*WHAT THE EXERCISE ASKS*.
Across these entries, report how many lines include the string "bubble", with nothing but the number.

*** EXERCISE INPUT Section Begins ***

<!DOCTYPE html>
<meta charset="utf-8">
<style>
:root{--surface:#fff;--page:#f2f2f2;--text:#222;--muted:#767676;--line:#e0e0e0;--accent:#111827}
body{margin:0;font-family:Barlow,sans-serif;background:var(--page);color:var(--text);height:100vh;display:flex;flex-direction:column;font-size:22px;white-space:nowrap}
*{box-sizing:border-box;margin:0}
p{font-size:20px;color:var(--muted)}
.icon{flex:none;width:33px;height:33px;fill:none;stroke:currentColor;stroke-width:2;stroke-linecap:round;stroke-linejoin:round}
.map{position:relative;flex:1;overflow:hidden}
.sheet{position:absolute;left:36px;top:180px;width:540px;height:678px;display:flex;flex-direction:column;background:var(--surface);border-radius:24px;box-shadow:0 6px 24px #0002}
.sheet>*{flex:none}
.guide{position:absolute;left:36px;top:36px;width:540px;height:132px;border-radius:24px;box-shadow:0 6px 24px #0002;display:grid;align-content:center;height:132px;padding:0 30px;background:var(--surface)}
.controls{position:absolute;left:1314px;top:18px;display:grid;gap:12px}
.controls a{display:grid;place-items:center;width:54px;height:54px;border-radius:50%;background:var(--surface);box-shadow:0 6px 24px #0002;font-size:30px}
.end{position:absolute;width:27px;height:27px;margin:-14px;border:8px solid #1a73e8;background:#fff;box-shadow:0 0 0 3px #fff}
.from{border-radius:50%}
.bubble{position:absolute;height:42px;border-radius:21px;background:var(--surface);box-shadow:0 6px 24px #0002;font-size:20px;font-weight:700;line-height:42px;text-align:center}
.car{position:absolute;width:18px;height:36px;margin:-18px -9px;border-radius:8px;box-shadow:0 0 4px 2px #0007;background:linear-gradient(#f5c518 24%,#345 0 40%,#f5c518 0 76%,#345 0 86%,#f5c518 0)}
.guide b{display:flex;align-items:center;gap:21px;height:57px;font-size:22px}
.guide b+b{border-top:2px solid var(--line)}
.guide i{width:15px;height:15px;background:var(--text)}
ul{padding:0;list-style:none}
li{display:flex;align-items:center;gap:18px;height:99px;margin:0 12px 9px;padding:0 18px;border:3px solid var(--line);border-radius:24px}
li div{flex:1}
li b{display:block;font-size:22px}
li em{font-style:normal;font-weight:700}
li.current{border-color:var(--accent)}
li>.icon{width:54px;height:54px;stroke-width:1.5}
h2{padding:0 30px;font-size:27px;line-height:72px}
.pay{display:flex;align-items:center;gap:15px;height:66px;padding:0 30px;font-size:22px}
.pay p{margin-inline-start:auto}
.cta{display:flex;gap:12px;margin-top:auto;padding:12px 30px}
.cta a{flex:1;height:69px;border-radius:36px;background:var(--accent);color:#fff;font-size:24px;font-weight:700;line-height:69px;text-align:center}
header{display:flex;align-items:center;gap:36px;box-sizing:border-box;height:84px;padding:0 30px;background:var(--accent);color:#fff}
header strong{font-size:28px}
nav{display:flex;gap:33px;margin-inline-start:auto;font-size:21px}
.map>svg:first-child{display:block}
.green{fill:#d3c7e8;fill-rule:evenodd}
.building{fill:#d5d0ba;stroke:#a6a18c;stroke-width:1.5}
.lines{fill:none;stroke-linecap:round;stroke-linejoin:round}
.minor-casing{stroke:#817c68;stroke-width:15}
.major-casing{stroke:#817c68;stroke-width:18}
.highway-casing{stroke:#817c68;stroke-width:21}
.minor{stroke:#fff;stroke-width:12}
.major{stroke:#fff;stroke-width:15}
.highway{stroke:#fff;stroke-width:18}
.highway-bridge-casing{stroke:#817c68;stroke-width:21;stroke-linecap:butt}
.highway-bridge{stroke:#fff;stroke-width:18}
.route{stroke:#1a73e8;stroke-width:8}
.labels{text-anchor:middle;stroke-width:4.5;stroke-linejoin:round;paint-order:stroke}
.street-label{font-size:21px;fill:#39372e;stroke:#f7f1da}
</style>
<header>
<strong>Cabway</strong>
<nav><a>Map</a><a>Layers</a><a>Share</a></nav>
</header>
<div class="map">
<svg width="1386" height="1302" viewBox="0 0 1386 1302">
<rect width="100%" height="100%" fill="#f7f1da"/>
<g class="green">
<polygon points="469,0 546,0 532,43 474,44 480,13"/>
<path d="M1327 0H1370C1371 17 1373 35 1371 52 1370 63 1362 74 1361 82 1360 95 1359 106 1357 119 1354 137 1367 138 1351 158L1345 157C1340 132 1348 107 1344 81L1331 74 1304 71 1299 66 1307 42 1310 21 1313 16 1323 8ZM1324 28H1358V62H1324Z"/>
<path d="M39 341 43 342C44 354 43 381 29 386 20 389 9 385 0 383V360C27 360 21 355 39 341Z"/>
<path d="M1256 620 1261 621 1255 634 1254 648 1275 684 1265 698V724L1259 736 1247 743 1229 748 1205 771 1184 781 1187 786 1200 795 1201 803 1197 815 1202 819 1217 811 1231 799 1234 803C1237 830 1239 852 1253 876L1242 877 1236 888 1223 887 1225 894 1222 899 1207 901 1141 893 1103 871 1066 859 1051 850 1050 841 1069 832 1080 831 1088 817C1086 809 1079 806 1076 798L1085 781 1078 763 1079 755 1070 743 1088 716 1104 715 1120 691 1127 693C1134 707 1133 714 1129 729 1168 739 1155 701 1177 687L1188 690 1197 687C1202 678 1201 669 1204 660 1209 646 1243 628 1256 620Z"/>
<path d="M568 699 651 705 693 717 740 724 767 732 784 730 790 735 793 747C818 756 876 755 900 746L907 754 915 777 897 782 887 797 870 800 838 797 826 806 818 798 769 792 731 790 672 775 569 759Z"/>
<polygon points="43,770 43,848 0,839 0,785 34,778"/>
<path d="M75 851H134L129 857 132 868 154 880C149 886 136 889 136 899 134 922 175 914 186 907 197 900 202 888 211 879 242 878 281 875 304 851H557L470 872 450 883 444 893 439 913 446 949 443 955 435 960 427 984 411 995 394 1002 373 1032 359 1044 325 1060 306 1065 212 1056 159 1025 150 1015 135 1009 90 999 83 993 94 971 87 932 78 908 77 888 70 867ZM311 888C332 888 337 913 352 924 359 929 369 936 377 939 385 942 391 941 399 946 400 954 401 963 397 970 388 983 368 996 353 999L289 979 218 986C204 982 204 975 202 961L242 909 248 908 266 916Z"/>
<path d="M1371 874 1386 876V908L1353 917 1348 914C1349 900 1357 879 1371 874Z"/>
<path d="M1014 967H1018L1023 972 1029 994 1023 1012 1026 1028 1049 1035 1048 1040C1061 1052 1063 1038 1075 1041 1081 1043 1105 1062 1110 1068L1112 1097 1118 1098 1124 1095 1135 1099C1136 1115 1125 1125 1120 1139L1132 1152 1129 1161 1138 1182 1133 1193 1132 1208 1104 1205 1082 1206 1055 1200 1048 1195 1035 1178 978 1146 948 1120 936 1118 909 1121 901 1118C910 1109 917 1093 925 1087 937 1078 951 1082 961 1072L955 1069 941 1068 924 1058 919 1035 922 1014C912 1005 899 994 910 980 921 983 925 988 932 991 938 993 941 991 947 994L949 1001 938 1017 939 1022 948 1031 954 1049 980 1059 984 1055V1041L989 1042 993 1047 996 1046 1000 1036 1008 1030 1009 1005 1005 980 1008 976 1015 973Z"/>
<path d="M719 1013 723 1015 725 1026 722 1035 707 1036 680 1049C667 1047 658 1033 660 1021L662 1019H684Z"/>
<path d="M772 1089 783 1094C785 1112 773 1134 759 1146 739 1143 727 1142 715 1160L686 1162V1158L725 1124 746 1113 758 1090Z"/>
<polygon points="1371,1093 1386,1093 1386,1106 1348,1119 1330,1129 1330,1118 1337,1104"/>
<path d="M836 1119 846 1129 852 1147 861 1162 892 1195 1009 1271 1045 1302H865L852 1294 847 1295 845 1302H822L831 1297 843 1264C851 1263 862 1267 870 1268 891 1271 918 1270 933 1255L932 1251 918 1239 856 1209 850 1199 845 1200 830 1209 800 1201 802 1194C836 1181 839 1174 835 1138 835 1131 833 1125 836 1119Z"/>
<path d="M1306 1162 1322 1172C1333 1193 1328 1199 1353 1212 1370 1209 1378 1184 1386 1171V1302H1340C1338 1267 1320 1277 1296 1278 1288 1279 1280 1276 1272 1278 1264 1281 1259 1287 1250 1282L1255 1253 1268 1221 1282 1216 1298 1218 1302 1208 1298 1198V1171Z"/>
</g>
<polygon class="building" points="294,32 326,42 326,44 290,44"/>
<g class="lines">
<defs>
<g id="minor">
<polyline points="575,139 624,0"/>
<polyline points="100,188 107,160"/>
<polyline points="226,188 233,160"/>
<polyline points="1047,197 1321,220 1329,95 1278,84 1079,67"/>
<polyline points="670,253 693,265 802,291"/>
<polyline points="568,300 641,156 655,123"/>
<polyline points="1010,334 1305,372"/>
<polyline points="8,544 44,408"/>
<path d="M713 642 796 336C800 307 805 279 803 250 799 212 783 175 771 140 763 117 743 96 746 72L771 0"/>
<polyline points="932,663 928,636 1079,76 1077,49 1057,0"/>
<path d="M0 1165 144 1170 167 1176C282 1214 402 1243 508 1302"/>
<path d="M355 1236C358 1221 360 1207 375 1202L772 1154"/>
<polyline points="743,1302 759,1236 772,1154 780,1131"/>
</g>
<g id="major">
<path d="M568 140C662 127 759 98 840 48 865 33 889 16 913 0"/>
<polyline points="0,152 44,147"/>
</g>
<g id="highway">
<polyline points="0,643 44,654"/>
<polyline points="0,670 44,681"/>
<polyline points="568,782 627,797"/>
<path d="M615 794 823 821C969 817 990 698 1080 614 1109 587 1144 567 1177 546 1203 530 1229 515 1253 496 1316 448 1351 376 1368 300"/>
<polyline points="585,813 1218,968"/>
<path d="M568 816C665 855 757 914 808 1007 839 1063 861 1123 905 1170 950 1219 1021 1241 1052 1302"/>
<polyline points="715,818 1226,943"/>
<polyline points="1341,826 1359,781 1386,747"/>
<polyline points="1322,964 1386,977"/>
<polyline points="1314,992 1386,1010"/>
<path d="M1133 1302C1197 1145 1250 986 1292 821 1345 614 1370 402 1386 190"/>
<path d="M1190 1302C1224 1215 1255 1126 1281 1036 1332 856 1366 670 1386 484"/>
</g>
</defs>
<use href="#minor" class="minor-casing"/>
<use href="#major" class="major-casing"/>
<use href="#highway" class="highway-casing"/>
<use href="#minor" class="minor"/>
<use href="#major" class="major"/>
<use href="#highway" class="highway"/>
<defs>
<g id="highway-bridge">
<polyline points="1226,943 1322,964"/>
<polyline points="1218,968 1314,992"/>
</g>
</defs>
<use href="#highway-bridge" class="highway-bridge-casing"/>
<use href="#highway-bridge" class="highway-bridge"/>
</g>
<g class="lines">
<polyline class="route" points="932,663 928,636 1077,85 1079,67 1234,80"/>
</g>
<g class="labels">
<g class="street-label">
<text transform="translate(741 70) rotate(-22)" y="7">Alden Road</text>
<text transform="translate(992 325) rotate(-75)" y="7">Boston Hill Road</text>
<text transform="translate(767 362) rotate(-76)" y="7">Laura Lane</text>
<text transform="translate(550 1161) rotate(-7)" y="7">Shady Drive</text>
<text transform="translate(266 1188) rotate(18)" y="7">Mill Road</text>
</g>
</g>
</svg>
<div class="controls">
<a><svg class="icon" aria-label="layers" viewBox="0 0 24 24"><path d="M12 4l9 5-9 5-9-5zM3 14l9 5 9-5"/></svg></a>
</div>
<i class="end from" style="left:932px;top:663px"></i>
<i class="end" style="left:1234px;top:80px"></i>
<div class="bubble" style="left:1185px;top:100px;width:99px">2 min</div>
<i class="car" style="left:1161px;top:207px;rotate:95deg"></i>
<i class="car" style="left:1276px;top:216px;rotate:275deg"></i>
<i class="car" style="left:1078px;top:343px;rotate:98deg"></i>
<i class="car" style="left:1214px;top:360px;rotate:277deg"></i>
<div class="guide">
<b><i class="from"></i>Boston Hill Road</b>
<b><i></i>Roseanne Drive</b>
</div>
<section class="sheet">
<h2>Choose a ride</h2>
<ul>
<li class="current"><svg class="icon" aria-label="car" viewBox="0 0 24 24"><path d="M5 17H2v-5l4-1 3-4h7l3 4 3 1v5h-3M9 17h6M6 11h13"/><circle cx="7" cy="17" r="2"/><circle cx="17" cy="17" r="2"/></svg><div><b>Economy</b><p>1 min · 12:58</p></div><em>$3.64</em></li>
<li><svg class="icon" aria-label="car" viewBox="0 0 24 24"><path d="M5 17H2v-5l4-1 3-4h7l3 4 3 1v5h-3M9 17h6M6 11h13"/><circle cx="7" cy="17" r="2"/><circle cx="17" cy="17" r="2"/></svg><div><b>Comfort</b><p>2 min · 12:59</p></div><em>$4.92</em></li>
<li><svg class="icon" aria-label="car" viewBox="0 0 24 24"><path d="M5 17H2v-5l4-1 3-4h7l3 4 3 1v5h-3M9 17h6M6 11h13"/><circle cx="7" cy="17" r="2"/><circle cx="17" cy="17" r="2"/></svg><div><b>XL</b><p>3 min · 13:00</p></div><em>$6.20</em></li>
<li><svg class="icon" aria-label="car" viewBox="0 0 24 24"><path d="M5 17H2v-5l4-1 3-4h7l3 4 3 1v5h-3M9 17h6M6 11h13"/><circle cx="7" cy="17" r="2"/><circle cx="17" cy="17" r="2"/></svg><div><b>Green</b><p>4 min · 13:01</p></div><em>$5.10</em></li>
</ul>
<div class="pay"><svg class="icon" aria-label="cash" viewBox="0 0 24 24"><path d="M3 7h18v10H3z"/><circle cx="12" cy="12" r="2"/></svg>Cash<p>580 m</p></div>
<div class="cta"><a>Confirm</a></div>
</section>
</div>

*** EXERCISE INPUT Section Ends ***

*ANSWER AREA*.
2